Listed below are entries; give the number of lines among them that include "solid", and only that number.
== Entries provided ==
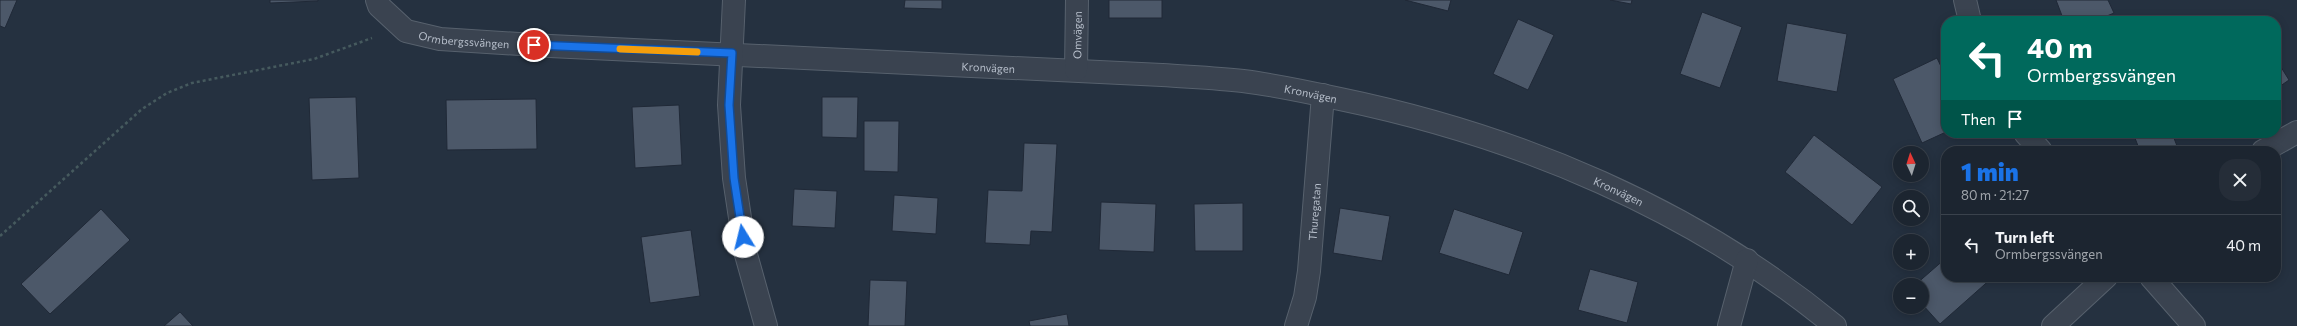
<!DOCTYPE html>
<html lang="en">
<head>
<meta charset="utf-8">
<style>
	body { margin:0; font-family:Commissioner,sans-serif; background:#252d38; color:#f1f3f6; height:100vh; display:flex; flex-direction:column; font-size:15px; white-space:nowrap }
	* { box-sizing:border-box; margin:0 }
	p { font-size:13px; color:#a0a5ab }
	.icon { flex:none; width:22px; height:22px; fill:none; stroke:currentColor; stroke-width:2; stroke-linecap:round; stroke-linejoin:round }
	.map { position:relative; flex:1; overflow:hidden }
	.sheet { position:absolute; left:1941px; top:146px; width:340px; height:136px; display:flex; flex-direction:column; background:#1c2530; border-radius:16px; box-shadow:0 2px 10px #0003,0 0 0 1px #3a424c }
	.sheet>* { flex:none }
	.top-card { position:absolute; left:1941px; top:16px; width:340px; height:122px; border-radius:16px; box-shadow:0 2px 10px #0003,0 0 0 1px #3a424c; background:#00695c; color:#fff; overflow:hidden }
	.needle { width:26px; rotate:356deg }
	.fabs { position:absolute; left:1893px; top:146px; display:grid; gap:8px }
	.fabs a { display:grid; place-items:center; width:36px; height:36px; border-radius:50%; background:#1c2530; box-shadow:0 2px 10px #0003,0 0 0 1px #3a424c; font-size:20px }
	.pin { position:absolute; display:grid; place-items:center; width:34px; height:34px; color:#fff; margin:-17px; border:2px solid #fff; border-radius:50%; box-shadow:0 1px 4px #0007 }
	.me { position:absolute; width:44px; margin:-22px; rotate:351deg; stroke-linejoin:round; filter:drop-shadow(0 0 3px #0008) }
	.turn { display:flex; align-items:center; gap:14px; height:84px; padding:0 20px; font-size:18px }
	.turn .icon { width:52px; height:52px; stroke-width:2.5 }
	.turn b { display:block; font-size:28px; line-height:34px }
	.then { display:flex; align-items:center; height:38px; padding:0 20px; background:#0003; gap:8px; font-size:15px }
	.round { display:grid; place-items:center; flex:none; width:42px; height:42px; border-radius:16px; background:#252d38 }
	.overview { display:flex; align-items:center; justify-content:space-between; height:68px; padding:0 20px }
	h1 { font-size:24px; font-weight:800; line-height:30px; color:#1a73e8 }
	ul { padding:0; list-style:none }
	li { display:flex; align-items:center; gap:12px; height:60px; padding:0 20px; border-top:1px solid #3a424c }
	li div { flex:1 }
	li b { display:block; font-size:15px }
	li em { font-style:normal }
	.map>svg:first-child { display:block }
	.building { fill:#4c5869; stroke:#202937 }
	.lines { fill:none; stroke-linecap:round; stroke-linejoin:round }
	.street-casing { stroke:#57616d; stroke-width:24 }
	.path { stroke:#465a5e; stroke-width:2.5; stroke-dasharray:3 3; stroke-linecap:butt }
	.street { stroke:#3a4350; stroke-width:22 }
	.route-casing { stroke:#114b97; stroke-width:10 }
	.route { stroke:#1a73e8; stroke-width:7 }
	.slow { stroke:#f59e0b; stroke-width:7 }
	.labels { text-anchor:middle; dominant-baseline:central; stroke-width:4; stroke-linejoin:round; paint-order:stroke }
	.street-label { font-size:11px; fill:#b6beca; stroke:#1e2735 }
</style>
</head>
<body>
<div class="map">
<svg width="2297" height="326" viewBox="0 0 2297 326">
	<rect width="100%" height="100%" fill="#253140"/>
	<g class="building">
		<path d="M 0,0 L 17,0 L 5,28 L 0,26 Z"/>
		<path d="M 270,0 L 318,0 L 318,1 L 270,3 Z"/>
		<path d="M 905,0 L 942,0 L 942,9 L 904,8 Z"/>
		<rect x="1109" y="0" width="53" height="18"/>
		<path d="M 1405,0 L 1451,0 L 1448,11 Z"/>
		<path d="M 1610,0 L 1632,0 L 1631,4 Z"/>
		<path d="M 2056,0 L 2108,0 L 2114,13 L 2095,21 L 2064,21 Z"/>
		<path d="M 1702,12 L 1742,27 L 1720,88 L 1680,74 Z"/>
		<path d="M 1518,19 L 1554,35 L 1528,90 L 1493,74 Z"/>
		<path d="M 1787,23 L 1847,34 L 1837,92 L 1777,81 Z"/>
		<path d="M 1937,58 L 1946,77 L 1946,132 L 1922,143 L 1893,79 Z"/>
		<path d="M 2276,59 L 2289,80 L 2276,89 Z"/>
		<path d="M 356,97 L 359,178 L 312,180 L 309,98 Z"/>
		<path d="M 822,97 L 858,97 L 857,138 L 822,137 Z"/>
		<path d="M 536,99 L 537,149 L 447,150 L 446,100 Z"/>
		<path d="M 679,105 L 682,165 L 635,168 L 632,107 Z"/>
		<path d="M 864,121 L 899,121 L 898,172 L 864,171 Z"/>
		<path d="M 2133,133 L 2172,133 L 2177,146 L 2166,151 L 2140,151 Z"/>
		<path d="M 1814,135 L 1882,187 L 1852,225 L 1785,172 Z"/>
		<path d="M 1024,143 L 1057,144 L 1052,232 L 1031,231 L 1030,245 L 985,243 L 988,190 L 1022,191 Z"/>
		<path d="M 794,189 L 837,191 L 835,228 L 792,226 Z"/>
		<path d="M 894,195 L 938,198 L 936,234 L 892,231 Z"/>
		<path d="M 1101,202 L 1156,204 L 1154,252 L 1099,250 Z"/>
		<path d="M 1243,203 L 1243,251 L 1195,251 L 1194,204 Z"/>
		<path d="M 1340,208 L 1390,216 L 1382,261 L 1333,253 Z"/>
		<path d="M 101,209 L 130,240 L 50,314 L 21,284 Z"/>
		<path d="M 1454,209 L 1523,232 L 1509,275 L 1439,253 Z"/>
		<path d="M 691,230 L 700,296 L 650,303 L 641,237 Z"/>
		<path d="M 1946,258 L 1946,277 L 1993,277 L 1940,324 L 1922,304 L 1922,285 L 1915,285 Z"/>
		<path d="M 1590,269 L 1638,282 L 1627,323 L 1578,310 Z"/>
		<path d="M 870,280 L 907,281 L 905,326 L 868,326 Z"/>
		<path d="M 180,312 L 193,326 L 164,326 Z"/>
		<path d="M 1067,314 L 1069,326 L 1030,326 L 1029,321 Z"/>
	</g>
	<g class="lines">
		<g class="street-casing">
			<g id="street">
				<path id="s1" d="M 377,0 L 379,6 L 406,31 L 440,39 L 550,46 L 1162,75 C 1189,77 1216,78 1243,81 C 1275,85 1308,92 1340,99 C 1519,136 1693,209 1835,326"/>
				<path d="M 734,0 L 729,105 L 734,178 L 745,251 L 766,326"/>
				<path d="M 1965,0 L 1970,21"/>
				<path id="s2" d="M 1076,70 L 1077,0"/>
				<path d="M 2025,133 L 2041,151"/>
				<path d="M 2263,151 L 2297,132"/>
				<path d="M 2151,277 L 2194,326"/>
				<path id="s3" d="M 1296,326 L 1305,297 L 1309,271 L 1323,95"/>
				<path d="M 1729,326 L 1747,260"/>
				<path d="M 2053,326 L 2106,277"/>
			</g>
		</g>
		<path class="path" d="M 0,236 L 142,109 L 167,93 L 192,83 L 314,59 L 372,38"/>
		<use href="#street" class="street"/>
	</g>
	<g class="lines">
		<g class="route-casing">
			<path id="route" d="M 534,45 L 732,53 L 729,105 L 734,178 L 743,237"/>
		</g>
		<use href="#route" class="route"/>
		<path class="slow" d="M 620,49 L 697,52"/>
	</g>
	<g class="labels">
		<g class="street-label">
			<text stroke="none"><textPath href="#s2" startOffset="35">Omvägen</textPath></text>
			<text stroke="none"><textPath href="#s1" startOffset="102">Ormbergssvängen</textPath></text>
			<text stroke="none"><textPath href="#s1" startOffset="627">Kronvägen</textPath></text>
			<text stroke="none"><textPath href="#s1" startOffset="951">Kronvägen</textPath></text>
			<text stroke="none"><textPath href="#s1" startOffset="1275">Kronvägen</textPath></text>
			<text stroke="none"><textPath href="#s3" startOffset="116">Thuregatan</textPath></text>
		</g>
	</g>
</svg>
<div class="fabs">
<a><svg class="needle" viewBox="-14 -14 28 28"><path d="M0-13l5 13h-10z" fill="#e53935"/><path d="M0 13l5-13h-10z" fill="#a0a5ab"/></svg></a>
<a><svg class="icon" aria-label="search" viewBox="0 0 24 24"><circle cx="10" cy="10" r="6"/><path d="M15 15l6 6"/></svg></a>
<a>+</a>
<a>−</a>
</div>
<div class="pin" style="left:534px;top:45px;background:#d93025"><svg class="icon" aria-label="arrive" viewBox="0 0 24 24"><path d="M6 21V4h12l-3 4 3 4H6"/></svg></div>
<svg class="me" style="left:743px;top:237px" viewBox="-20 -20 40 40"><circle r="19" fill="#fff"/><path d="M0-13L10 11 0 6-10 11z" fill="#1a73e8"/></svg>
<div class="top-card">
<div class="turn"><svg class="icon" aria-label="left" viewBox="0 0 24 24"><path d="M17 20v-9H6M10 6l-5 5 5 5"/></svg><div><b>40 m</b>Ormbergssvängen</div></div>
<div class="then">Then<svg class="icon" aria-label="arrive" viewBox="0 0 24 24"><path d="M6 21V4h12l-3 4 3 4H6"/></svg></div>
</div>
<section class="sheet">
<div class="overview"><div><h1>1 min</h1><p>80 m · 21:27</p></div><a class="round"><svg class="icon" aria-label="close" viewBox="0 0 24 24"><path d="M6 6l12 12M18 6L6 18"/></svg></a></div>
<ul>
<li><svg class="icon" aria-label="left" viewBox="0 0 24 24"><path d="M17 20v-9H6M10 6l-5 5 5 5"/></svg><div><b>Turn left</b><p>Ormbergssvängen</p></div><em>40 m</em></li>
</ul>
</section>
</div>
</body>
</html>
===
▶ _Written answer_
2